**Assignment:** Type out the entries again, matching each one exactly.

Exercise material Block Start

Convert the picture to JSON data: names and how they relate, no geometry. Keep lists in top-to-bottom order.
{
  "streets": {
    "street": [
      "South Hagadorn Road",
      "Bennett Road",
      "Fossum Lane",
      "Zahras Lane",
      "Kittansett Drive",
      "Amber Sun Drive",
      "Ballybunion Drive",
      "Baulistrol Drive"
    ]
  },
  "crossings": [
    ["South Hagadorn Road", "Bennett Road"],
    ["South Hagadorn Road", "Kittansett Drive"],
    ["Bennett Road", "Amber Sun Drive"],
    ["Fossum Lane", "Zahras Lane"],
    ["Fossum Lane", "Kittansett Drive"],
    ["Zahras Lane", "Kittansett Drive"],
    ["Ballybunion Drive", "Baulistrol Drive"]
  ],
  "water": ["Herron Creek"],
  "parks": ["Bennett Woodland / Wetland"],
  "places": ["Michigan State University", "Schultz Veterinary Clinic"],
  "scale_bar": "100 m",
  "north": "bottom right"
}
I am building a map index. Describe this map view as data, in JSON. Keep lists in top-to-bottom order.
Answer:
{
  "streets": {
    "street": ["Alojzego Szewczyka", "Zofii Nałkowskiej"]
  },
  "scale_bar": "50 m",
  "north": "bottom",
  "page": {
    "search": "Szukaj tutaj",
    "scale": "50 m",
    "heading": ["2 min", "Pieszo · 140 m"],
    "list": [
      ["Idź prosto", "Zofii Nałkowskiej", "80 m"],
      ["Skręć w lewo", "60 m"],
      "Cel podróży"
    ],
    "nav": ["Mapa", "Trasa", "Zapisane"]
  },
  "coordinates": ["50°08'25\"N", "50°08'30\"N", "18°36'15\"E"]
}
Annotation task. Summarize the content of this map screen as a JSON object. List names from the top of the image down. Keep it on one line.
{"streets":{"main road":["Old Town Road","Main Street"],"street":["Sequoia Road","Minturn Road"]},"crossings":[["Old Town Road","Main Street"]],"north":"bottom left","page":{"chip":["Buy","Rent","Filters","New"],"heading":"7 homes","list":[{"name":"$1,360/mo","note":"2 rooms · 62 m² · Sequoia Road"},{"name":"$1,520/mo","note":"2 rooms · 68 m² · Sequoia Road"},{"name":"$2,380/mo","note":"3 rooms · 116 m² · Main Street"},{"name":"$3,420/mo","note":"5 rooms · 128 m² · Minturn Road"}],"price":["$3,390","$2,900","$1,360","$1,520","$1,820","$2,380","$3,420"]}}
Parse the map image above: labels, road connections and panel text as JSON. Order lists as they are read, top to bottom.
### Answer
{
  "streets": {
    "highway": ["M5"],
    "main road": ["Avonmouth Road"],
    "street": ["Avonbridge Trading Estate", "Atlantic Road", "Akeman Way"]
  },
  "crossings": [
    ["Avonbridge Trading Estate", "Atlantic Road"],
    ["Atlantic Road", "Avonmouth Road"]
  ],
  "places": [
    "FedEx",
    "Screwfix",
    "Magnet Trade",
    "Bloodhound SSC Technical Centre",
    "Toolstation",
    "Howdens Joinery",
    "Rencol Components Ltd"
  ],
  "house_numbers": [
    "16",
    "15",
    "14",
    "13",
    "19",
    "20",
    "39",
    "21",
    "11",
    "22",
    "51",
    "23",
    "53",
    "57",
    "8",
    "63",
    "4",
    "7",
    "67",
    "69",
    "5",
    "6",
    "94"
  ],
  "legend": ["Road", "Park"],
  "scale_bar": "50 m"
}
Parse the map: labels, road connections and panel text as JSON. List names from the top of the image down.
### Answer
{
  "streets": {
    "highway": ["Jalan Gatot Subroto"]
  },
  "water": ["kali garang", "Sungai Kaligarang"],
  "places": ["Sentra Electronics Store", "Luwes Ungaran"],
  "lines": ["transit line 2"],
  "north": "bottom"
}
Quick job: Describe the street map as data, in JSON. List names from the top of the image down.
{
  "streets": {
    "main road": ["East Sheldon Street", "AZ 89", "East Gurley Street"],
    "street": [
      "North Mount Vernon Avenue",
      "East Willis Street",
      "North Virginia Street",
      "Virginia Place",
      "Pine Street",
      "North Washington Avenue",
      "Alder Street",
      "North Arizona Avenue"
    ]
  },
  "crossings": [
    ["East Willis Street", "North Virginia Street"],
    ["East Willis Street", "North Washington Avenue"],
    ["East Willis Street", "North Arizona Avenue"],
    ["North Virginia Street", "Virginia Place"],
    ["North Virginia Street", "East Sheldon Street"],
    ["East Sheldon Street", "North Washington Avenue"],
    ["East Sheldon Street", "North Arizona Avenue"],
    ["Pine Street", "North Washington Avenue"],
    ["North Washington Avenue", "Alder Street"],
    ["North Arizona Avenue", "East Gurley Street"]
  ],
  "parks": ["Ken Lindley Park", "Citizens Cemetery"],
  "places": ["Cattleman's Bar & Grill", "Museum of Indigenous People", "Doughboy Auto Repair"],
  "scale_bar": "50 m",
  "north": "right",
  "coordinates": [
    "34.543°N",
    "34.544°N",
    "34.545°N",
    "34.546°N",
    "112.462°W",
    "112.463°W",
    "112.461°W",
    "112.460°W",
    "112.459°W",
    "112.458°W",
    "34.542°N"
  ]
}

Exercise material Block End

**Answer space:**
Convert the picture to JSON data: names and how they relate, no geometry. Keep lists in top-to-bottom order.
{
  "streets": {
    "street": [
      "South Hagadorn Road",
      "Bennett Road",
      "Fossum Lane",
      "Zahras Lane",
      "Kittansett Drive",
      "Amber Sun Drive",
      "Ballybunion Drive",
      "Baulistrol Drive"
    ]
  },
  "crossings": [
    ["South Hagadorn Road", "Bennett Road"],
    ["South Hagadorn Road", "Kittansett Drive"],
    ["Bennett Road", "Amber Sun Drive"],
    ["Fossum Lane", "Zahras Lane"],
    ["Fossum Lane", "Kittansett Drive"],
    ["Zahras Lane", "Kittansett Drive"],
    ["Ballybunion Drive", "Baulistrol Drive"]
  ],
  "water": ["Herron Creek"],
  "parks": ["Bennett Woodland / Wetland"],
  "places": ["Michigan State University", "Schultz Veterinary Clinic"],
  "scale_bar": "100 m",
  "north": "bottom right"
}
I am building a map index. Describe this map view as data, in JSON. Keep lists in top-to-bottom order.
Answer:
{
  "streets": {
    "street": ["Alojzego Szewczyka", "Zofii Nałkowskiej"]
  },
  "scale_bar": "50 m",
  "north": "bottom",
  "page": {
    "search": "Szukaj tutaj",
    "scale": "50 m",
    "heading": ["2 min", "Pieszo · 140 m"],
    "list": [
      ["Idź prosto", "Zofii Nałkowskiej", "80 m"],
      ["Skręć w lewo", "60 m"],
      "Cel podróży"
    ],
    "nav": ["Mapa", "Trasa", "Zapisane"]
  },
  "coordinates": ["50°08'25\"N", "50°08'30\"N", "18°36'15\"E"]
}
Annotation task. Summarize the content of this map screen as a JSON object. List names from the top of the image down. Keep it on one line.
{"streets":{"main road":["Old Town Road","Main Street"],"street":["Sequoia Road","Minturn Road"]},"crossings":[["Old Town Road","Main Street"]],"north":"bottom left","page":{"chip":["Buy","Rent","Filters","New"],"heading":"7 homes","list":[{"name":"$1,360/mo","note":"2 rooms · 62 m² · Sequoia Road"},{"name":"$1,520/mo","note":"2 rooms · 68 m² · Sequoia Road"},{"name":"$2,380/mo","note":"3 rooms · 116 m² · Main Street"},{"name":"$3,420/mo","note":"5 rooms · 128 m² · Minturn Road"}],"price":["$3,390","$2,900","$1,360","$1,520","$1,820","$2,380","$3,420"]}}
Parse the map image above: labels, road connections and panel text as JSON. Order lists as they are read, top to bottom.
### Answer
{
  "streets": {
    "highway": ["M5"],
    "main road": ["Avonmouth Road"],
    "street": ["Avonbridge Trading Estate", "Atlantic Road", "Akeman Way"]
  },
  "crossings": [
    ["Avonbridge Trading Estate", "Atlantic Road"],
    ["Atlantic Road", "Avonmouth Road"]
  ],
  "places": [
    "FedEx",
    "Screwfix",
    "Magnet Trade",
    "Bloodhound SSC Technical Centre",
    "Toolstation",
    "Howdens Joinery",
    "Rencol Components Ltd"
  ],
  "house_numbers": [
    "16",
    "15",
    "14",
    "13",
    "19",
    "20",
    "39",
    "21",
    "11",
    "22",
    "51",
    "23",
    "53",
    "57",
    "8",
    "63",
    "4",
    "7",
    "67",
    "69",
    "5",
    "6",
    "94"
  ],
  "legend": ["Road", "Park"],
  "scale_bar": "50 m"
}
Parse the map: labels, road connections and panel text as JSON. List names from the top of the image down.
### Answer
{
  "streets": {
    "highway": ["Jalan Gatot Subroto"]
  },
  "water": ["kali garang", "Sungai Kaligarang"],
  "places": ["Sentra Electronics Store", "Luwes Ungaran"],
  "lines": ["transit line 2"],
  "north": "bottom"
}
Quick job: Describe the street map as data, in JSON. List names from the top of the image down.
{
  "streets": {
    "main road": ["East Sheldon Street", "AZ 89", "East Gurley Street"],
    "street": [
      "North Mount Vernon Avenue",
      "East Willis Street",
      "North Virginia Street",
      "Virginia Place",
      "Pine Street",
      "North Washington Avenue",
      "Alder Street",
      "North Arizona Avenue"
    ]
  },
  "crossings": [
    ["East Willis Street", "North Virginia Street"],
    ["East Willis Street", "North Washington Avenue"],
    ["East Willis Street", "North Arizona Avenue"],
    ["North Virginia Street", "Virginia Place"],
    ["North Virginia Street", "East Sheldon Street"],
    ["East Sheldon Street", "North Washington Avenue"],
    ["East Sheldon Street", "North Arizona Avenue"],
    ["Pine Street", "North Washington Avenue"],
    ["North Washington Avenue", "Alder Street"],
    ["North Arizona Avenue", "East Gurley Street"]
  ],
  "parks": ["Ken Lindley Park", "Citizens Cemetery"],
  "places": ["Cattleman's Bar & Grill", "Museum of Indigenous People", "Doughboy Auto Repair"],
  "scale_bar": "50 m",
  "north": "right",
  "coordinates": [
    "34.543°N",
    "34.544°N",
    "34.545°N",
    "34.546°N",
    "112.462°W",
    "112.463°W",
    "112.461°W",
    "112.460°W",
    "112.459°W",
    "112.458°W",
    "34.542°N"
  ]
}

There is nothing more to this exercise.